AI Security & RAG Architectures - How do we secure AI Systems?
Hola everyone, I´m Diego from diegowritesa.blog
After taking all SANS AI courses, SEC495, SEC545 & SEC595 - I felt like sharing some of my thoughts on how security fits into the AI world, and why it’s so important to consider from the very beginning.
You can find me on Linkedin & Twitter - These blogs take quite a bit of time to put together, and they’re all just meant to share knowledge.

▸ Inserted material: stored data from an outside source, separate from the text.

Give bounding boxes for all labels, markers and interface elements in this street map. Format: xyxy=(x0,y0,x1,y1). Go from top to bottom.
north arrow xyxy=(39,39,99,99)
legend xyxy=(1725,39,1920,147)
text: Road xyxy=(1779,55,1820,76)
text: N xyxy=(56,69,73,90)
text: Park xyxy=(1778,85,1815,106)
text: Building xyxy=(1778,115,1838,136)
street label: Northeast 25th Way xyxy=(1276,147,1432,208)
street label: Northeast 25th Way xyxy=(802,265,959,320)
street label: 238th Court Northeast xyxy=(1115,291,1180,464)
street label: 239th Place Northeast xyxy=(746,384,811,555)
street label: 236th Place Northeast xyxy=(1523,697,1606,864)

Any comments, requests, or connections are always much appreciated — love you all! ❤️
As last time, do not worry, I will leave a link to my GitHub at the very end under "References & More Useful Information" so you can copy everything if you’d like.
Today, we’re talking about securing RAG AI architectures — whether on-prem or in the cloud.Executive Summary
"How do we secure RAG AI Systems? Either local or cloud/managed architectures, review & opinions"AI Architectures - Localhost
That said, we can still design security controls around the model to minimize risks and reduce the chances of things going wrong.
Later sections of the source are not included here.